This was a very informative video. I just started to train in BJJ. The instructors realize that I'm not looking to compete at my age. I'm 61. I just enjoy the exercises, experiences, and the atmosphere. Thank you for sharing this part of your journey. 😁👍
Possibly one of the major premises of bjj is that you don't always get to pick where the fight will happen. "Don't go to the ground, the attacker might have friends!" What if you don't get to choose and they put you on the ground? Wouldn't you want to know how to defend yourself there?
Yes, the point is that you shouldn't immediately go for the most dangerous option. It's like saying you should avoid fighting at all if possible. A real fight is a bad thing and we don't want to do it, but we're learning to defend ourselves in case it happens. Going to the ground is a worst case scenario, but we learn how to deal with that if we need to. They might have friends, they might also have a knife. You might have them in your guard but there could also be broken glass on the ground. Ryron is doing a great thing by showing people to try to disengage with words beforehand.

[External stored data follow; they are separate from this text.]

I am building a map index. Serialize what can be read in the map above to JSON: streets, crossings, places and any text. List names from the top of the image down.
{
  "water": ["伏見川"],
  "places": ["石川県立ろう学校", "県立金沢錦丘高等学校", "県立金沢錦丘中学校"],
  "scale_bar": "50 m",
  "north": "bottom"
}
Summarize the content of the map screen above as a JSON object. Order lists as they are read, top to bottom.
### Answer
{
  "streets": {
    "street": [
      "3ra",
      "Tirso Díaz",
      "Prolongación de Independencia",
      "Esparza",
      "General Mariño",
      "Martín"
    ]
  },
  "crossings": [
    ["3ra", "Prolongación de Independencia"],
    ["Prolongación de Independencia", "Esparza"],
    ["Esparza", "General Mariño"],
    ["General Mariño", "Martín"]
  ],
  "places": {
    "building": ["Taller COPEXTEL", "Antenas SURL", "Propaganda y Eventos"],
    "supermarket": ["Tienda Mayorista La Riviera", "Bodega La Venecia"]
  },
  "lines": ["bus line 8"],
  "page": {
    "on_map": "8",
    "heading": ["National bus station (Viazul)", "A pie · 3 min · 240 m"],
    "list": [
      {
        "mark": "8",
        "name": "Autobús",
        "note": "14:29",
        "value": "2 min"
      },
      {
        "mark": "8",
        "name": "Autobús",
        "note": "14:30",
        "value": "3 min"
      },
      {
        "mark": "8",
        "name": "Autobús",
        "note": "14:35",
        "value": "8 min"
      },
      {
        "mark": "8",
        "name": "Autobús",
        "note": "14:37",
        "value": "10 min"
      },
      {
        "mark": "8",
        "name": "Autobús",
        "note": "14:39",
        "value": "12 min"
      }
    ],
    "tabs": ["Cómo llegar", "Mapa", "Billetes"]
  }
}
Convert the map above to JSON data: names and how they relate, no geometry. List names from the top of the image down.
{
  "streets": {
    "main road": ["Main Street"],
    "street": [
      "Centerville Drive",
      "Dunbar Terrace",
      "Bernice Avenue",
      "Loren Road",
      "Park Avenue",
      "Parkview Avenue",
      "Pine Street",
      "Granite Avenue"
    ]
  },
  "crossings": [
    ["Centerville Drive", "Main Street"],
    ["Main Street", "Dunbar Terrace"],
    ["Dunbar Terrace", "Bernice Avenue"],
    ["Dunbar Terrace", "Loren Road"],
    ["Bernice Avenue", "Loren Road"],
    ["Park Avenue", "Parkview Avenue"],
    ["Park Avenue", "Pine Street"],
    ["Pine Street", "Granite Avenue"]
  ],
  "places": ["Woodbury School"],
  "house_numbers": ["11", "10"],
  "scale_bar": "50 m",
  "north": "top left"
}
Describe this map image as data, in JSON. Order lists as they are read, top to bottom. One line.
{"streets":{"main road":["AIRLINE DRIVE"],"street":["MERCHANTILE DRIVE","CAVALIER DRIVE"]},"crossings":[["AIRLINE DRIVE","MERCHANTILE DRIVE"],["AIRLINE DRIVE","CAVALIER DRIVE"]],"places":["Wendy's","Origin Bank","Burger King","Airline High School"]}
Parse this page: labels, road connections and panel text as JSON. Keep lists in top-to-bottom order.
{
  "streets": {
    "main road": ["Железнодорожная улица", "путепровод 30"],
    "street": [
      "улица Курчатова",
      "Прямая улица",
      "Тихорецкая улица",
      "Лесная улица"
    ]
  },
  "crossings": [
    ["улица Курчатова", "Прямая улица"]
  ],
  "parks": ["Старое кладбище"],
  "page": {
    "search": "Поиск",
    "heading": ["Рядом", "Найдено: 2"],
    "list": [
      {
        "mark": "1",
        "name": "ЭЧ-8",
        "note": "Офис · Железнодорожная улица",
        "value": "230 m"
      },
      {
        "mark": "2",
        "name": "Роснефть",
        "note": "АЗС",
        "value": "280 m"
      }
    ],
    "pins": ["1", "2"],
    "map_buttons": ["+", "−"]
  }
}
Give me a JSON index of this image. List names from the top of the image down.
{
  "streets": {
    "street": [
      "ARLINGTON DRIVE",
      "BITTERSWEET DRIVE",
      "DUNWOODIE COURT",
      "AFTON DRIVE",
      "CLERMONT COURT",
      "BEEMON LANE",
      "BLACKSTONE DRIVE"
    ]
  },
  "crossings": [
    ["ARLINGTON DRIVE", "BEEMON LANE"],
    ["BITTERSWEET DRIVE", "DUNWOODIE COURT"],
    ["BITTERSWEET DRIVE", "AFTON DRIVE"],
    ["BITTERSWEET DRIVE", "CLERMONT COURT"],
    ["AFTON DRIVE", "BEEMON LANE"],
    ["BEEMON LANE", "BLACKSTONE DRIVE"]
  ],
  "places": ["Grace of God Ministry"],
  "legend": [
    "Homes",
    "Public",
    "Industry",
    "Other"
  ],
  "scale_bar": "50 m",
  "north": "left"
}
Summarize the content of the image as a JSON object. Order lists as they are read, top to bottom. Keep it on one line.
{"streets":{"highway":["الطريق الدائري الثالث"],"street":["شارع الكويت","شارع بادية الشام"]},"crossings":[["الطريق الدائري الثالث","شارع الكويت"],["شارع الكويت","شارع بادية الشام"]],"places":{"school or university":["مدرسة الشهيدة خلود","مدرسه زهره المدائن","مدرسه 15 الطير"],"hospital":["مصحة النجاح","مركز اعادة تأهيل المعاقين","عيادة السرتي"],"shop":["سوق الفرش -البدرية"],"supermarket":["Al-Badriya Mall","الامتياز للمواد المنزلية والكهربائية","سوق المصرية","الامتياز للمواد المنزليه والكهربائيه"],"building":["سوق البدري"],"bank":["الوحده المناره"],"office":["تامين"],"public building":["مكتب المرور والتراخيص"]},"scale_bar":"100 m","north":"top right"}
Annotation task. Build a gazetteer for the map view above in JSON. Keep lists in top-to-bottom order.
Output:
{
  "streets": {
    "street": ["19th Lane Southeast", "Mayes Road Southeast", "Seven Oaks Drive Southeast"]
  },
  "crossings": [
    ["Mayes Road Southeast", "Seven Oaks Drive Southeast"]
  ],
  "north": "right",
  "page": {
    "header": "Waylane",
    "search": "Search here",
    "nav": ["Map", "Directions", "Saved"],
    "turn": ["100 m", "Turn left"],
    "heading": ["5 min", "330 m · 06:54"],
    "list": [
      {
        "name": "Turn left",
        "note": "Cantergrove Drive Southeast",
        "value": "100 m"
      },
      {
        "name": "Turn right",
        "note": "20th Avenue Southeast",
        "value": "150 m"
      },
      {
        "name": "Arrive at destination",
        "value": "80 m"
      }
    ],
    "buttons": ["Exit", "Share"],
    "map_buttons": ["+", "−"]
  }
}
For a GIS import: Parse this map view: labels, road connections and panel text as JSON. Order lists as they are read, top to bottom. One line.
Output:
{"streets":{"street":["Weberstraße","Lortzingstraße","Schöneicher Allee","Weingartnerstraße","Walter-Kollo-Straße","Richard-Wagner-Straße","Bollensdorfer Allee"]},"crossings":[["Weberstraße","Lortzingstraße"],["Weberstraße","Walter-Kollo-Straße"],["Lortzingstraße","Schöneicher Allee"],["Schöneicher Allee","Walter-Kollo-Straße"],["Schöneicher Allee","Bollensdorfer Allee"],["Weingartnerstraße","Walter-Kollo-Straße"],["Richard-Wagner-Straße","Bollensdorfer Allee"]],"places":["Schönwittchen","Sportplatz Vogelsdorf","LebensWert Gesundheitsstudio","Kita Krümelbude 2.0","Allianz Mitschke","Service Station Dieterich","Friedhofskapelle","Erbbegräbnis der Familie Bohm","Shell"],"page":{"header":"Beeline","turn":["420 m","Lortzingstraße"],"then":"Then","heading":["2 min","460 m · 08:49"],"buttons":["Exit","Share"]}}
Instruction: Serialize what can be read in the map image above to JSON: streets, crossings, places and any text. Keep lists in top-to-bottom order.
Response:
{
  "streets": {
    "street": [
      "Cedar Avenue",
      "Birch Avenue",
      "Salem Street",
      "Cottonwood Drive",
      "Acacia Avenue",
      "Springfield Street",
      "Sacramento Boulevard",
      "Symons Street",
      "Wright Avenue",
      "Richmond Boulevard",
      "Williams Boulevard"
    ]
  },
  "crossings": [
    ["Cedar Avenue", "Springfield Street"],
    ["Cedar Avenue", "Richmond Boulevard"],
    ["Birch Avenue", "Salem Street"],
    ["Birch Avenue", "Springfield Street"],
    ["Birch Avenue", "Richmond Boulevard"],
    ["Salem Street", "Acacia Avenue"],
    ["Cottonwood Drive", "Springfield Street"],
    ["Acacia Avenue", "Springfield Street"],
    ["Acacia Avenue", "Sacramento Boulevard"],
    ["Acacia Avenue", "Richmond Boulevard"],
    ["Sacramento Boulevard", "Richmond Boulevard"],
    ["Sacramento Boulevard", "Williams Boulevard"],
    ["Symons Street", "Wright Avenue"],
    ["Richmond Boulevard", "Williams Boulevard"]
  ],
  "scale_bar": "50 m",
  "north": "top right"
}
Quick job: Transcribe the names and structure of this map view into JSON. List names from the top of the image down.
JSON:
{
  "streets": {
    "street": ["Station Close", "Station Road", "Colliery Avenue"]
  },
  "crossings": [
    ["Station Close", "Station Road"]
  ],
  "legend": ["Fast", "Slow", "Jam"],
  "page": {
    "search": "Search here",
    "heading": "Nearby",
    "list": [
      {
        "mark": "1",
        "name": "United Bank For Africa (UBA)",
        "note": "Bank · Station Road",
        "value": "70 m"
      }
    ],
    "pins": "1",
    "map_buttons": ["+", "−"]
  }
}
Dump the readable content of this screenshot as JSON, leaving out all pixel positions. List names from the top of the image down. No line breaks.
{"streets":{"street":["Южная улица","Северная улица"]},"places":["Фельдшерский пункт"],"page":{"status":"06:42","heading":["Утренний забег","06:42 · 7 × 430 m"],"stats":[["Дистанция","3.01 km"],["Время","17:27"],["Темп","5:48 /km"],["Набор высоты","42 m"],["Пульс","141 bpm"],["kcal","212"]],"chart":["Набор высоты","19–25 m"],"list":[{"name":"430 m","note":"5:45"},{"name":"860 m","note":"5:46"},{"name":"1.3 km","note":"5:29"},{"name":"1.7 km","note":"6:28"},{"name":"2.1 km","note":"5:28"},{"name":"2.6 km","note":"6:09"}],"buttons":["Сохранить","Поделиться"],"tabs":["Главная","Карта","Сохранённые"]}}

Disclaimer: I"m not a sport-BJJ hater, it's a great sport. But I ADORE this video, Jesse, because for me it really highlights why I enjoy this martial art so much in the first place (I started training with instructors of U.S. Army Combatives, which was based on Gracie Jiujitsu through Matt Larson); strikes are real and should be dealt with, fights start standing more than not, distance management is critical, mindset and tactical patience is key, etc. It even got me through the door into karate and other martial arts and explore them as a lifestyle. From this humble student, thank you so much for looking at the martial art (as you always do) with an open mind and great follow-through!
@@carlcouture1023The way I like to think of it is if I didn't criticize it that means I don't care enough to hold it to a higher standard. My dad was an engineer and German immigrant in the US army for 20 years he didn't tell me he was in the first Army class to be taught by the Gracies until I was already a teenager and I thought I could take on my old man he made me look like how Renzo is making Jesse look rn, after I turned 20 I joined a gym that happened to offer multiple martial arts classes for free I've been in love ever since. Now I have a family of my own and I'm still always itching to roll but no one in my area has as much enthusiasm about it... Great stress relief though.
Submission grappling is where it’s at. No Gi, and is wrestling, judo, and BJJ. From takedowns all the way to submissions. Both sport and practical/applicable to non-sport.
From my experience, BJJ is absolutely suitable for self-defense. If you just pull guard and concentrate on cool leg locks, of course not. But if you train some wrestling in addition to BJJ, and regularly fight against beginners who fight at 100% and do a lot of random stuff, you can absolutely train it as self-defense.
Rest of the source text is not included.